ただし、他車運転特約を使って保険金を請求した場合は、通常の自動車保険と同じように等級が下がる可能性があります。
また、「1日自動車保険」はレンタカーでは使えない点にも注意が必要です。1日自動車保険は、家族や知人から借りた自家用車を一時的に運転する場合を想定した保険なので、レンタカーは対象外となっています。
▶他車運転特約とは?レンタカーの事故も補償される?保険・補償の内容を解説
事故を起こしてしまったときの対応を知っておく
万が一に備えて、事故を起こしてしまったときの流れをあらかじめ知っておくことも大切です。
事故を起こしてしまったときの基本的な流れは次のとおりです。
- 負傷者の救護と安全確保
- 警察への届出
- レンタカー会社への連絡
- 保険会社への連絡
まず優先したいのは、負傷者の救護と安全確保です。二次被害を防ぐために、周囲の安全を確認しながら落ち着いて対応しましょう。そのうえで、必ず警察へ連絡して事故の届出をおこないます。

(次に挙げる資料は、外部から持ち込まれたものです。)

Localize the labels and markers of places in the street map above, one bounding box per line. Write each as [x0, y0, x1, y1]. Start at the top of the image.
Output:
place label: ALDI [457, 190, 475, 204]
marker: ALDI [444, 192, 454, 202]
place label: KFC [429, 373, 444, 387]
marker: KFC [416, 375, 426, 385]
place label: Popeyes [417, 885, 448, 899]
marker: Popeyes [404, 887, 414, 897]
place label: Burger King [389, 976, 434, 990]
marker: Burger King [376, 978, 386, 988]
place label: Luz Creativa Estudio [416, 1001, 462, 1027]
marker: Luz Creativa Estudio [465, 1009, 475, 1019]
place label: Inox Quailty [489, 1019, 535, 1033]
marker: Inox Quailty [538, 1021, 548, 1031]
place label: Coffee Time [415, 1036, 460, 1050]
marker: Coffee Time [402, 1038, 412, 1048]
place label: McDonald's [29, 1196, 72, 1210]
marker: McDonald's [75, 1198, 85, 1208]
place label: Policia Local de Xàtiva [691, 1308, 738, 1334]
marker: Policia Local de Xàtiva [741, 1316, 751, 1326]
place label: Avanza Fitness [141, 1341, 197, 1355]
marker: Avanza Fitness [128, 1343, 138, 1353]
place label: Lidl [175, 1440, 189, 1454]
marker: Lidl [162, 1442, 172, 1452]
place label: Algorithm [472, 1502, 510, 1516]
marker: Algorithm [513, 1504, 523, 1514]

次に、レンタカー会社へ連絡して、事故の状況を報告します。軽微な事故や自損事故でも、自己判断で済ませると、あとから高額な修理費や営業補償を請求される可能性もあります。
必ず警察とレンタカー会社に連絡し、必要に応じて保険会社にも連絡したうえで、案内に従って対応しましょう。
レンタカーは任意保険に加入している。ただし、補償限度額や免責金額には注意が必要
一般的なレンタカーは、自賠責保険に加えて、任意保険に加入したうえで貸し出されています。そのため、利用者がレンタカーを借りる際に、自分で自動車保険へ加入しなければならないわけではありません。
ただし、レンタカー会社ごとに補償内容は異なります。対人や対物の補償限度額、人身傷害保険の上限、免責金額、ノンオペレーションチャージの有無によって、事故時に自己負担が発生するケースもあります。
万が一の負担を抑えたい場合は、免責補償制度やNOC補償などの任意加入オプションも検討しておくと安心です。
レンタカーを安心して利用するためには、料金だけで決めるのではなく、補償内容や事故時のルールまで含めて確認しておきましょう。